→ **DATA SUPPLIED**:
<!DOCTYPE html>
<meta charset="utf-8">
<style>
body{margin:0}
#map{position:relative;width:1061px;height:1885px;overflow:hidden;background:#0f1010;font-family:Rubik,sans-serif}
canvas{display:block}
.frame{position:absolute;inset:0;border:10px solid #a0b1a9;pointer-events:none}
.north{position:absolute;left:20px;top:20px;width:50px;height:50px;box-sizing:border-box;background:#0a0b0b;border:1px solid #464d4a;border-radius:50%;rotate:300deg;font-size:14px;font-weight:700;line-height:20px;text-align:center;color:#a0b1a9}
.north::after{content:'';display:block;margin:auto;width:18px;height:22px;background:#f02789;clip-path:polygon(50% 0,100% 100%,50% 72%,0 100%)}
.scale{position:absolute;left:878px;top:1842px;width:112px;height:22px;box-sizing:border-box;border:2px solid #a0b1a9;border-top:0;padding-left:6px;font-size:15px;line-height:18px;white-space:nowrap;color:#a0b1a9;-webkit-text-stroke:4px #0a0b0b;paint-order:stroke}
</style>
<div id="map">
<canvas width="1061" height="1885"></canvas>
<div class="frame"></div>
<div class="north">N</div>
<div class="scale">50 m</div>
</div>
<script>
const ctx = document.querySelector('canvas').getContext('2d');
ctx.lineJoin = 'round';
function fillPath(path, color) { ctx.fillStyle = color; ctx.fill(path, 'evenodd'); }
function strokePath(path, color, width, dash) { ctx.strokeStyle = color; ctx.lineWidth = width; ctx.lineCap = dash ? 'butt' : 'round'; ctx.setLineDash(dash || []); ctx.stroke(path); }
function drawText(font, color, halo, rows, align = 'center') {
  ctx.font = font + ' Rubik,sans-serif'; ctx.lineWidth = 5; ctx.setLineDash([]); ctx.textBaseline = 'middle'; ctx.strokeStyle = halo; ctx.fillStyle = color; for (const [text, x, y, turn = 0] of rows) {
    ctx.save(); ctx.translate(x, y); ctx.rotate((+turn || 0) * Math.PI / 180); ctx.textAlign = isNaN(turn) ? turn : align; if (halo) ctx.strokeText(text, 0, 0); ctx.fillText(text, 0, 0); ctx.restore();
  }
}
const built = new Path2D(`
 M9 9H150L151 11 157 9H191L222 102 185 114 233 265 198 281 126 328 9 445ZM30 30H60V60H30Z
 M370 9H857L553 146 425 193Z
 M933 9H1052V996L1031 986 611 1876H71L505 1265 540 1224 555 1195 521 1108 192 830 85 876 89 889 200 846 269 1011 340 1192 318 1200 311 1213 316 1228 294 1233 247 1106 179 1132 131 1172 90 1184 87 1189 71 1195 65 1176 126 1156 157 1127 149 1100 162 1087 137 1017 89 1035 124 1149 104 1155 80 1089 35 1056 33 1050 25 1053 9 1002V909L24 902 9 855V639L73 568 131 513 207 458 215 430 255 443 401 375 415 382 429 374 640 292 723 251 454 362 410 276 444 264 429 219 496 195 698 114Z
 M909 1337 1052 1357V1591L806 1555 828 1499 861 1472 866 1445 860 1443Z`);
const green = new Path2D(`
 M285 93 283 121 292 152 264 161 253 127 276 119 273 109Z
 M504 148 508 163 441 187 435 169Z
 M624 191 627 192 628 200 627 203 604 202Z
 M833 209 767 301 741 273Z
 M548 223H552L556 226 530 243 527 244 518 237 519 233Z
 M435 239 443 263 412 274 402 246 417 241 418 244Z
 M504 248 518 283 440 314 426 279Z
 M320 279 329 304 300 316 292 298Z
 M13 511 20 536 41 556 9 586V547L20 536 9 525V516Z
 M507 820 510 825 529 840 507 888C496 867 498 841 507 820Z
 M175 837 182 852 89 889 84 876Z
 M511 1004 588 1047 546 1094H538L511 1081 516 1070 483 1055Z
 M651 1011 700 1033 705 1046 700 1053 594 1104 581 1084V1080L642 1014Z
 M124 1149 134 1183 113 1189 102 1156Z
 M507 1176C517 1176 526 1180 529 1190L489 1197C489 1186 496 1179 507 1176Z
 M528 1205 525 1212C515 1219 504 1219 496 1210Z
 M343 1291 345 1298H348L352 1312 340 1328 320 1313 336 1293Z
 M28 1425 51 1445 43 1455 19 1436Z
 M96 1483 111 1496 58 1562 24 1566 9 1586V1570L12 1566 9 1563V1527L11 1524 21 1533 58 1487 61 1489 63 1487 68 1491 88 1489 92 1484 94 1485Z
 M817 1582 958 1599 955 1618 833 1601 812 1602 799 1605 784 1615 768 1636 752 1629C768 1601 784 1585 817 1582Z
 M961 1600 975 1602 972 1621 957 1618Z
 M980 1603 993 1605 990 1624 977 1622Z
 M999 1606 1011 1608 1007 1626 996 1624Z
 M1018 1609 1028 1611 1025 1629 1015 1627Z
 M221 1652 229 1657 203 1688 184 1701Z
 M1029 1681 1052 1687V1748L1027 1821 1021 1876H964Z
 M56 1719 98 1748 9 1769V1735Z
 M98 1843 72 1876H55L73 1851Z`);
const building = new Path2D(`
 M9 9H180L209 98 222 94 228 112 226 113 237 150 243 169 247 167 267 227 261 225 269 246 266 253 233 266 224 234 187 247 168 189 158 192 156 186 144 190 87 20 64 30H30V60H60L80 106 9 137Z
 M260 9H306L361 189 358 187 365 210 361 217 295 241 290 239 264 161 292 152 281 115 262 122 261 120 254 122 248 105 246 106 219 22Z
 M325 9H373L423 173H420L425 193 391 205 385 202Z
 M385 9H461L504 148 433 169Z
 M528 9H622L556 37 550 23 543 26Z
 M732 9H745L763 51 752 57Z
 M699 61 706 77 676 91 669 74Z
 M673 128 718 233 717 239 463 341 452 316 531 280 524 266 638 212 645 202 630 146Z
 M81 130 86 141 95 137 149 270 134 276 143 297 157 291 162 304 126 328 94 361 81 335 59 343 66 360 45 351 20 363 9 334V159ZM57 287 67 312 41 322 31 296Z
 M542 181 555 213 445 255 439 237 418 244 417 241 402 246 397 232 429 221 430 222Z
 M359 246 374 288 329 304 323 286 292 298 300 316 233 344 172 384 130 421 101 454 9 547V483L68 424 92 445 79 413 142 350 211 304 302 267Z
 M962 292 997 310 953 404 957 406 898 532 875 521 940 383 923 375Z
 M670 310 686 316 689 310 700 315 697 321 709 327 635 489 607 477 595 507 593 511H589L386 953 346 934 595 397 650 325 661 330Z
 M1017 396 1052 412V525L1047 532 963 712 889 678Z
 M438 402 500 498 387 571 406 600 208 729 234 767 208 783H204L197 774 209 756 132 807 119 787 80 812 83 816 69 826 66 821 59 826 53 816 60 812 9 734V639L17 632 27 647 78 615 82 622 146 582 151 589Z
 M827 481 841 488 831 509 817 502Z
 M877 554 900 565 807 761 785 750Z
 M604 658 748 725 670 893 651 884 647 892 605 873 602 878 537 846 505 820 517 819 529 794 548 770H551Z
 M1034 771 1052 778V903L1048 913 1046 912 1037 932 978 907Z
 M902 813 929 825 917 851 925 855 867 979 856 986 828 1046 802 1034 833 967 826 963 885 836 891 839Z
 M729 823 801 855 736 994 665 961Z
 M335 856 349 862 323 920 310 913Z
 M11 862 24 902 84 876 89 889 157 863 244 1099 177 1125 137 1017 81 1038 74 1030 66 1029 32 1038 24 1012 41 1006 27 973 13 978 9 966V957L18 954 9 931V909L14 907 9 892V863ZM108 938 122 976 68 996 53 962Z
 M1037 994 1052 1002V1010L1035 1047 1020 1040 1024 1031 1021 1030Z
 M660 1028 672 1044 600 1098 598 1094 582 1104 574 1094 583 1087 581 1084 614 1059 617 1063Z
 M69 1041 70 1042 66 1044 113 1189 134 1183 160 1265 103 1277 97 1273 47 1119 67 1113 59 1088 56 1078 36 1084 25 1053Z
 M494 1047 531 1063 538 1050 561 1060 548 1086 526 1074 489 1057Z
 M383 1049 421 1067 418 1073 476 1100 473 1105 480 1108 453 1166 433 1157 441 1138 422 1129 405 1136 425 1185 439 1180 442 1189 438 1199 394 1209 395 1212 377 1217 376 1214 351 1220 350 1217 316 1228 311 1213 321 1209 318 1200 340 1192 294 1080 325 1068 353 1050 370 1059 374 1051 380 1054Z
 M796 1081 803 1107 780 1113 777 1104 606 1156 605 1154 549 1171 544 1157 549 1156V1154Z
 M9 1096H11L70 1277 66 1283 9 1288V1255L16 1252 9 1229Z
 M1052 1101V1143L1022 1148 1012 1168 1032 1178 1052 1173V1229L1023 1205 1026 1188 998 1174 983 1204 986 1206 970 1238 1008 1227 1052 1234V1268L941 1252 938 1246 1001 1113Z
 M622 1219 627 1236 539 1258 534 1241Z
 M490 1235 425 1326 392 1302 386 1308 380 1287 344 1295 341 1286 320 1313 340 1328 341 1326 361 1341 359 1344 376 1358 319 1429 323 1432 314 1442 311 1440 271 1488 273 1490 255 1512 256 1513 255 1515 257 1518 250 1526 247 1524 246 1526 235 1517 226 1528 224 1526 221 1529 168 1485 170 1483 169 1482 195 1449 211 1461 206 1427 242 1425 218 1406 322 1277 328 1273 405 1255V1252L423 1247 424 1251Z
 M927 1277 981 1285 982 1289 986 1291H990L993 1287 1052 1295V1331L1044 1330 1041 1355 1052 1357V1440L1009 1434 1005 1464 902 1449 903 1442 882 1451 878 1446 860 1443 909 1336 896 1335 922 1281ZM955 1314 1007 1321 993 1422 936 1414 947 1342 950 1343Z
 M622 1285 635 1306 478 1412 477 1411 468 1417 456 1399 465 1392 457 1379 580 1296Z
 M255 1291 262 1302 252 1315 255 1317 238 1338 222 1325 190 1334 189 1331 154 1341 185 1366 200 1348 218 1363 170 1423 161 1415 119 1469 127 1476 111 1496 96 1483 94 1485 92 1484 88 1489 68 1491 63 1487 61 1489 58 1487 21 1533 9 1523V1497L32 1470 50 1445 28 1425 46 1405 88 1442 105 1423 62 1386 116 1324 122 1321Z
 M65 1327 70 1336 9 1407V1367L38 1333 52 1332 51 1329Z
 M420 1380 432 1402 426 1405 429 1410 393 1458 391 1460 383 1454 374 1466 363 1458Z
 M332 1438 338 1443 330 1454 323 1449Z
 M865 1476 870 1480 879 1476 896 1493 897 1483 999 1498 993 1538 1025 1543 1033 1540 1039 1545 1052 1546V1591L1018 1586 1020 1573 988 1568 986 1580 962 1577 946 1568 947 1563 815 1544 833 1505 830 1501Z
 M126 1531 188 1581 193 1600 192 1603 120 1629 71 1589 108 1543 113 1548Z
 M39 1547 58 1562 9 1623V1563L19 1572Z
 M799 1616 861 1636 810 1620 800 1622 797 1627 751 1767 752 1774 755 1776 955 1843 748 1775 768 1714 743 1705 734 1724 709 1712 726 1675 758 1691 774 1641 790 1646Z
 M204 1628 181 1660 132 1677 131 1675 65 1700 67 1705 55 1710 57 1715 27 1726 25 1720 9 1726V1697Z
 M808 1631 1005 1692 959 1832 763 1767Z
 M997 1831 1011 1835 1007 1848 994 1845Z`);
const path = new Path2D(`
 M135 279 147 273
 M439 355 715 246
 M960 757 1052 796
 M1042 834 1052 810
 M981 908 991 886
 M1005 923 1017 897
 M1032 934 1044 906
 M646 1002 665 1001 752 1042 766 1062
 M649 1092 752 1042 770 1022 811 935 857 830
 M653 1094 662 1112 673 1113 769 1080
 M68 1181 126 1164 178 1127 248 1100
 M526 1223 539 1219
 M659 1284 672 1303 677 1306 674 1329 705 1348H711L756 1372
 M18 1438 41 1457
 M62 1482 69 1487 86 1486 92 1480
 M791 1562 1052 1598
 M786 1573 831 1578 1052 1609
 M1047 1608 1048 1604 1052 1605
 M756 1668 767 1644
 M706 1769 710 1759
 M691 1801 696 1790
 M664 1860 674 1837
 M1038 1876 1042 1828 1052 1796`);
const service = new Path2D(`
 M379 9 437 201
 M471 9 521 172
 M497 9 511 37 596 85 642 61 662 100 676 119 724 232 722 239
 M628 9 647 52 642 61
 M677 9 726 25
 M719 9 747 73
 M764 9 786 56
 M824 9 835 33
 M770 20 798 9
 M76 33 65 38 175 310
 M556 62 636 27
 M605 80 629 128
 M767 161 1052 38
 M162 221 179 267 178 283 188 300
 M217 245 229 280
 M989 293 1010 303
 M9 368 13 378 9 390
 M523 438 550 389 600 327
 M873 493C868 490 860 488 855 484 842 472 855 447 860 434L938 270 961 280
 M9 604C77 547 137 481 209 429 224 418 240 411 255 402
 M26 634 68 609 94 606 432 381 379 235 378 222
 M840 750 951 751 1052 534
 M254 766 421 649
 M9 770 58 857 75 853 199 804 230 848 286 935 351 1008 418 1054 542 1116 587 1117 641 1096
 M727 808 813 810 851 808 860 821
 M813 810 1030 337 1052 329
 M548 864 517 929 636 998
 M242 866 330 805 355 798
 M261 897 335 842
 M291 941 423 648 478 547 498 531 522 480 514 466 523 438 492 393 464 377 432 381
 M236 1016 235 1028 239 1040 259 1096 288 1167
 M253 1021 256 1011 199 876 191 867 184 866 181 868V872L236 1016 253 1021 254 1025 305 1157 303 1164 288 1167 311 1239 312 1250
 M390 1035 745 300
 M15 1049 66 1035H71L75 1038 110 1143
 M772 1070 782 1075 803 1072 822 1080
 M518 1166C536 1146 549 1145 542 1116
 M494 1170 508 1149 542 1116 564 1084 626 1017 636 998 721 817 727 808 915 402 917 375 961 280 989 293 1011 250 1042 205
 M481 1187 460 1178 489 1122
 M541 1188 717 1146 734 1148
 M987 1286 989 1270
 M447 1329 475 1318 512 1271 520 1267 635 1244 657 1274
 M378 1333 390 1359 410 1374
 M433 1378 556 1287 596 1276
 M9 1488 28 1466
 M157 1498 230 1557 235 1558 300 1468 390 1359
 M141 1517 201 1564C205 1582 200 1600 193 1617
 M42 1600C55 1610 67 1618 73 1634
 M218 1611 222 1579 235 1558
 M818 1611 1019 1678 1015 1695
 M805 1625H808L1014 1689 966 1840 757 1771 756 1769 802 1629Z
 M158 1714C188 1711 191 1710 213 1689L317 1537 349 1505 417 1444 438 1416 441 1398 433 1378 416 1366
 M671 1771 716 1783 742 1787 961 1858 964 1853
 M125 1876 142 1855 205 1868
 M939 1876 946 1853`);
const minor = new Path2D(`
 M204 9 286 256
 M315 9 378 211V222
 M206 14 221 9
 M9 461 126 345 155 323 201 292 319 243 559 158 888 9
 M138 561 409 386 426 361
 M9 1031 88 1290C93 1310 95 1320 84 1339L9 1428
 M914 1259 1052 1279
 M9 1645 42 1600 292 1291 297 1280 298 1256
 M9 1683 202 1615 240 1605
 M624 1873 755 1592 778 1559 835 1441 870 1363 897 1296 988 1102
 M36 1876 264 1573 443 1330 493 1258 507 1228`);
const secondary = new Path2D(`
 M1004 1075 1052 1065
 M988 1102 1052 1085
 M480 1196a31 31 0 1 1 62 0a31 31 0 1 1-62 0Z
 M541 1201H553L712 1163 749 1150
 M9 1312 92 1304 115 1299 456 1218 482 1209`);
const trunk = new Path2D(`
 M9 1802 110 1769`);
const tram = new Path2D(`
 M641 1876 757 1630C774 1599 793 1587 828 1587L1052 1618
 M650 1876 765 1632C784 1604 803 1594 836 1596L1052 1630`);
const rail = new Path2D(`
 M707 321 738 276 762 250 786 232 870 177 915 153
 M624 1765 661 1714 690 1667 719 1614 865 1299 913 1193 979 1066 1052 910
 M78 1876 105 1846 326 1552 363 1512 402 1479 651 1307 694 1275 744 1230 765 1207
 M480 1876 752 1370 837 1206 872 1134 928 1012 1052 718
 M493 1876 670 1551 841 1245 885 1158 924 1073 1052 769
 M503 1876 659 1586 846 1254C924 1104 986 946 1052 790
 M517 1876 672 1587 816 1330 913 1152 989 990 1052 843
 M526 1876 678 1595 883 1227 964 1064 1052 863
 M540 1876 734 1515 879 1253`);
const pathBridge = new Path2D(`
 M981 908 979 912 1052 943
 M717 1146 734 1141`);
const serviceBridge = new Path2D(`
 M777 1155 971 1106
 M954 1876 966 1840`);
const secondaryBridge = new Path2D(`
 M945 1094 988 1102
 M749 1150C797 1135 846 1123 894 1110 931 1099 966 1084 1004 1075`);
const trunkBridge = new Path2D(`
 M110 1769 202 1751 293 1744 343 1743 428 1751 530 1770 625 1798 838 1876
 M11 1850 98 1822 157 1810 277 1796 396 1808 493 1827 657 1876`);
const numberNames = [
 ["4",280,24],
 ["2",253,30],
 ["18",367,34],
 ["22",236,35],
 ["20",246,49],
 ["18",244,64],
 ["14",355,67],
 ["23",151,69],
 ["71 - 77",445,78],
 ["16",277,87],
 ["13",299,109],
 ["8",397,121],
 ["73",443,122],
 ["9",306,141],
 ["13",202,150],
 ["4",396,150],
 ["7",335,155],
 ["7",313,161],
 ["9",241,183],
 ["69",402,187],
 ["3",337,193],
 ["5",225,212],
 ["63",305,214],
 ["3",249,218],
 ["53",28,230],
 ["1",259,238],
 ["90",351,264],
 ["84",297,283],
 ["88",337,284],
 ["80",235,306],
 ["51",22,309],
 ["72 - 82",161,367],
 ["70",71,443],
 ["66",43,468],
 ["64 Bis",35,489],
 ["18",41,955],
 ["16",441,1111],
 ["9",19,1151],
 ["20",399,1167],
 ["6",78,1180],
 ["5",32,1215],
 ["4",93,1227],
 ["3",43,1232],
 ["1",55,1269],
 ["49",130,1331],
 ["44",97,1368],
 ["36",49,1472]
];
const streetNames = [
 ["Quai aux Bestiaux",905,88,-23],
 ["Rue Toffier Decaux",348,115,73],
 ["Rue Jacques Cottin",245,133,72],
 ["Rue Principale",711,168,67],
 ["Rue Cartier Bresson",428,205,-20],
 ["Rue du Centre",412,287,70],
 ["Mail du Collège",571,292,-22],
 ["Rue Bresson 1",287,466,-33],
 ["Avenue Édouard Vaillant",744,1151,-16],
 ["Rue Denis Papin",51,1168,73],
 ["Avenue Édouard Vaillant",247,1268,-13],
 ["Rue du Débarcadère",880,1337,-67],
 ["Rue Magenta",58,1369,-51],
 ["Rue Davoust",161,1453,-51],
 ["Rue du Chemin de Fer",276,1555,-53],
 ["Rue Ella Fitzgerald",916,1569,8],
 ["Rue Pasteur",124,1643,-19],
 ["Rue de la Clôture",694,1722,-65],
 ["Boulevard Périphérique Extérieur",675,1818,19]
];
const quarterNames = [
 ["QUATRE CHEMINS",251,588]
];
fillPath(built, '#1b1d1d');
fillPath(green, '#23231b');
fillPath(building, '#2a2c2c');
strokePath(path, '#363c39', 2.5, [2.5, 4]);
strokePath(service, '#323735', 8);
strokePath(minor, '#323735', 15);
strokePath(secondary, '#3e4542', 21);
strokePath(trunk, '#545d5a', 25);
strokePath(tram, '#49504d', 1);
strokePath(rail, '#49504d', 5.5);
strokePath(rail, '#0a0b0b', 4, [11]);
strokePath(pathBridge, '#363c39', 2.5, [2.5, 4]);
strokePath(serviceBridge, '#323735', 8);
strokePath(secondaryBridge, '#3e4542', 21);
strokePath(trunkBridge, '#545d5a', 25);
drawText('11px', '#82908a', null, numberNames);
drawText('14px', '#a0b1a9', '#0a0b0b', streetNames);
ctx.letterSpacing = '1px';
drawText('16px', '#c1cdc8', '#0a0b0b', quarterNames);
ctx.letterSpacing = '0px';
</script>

→ **TRY IT**: Each line of the listing that includes the word "canvas" counts once; give the total as a single number.

→ **RESULT OF THE EXERCISE**: 3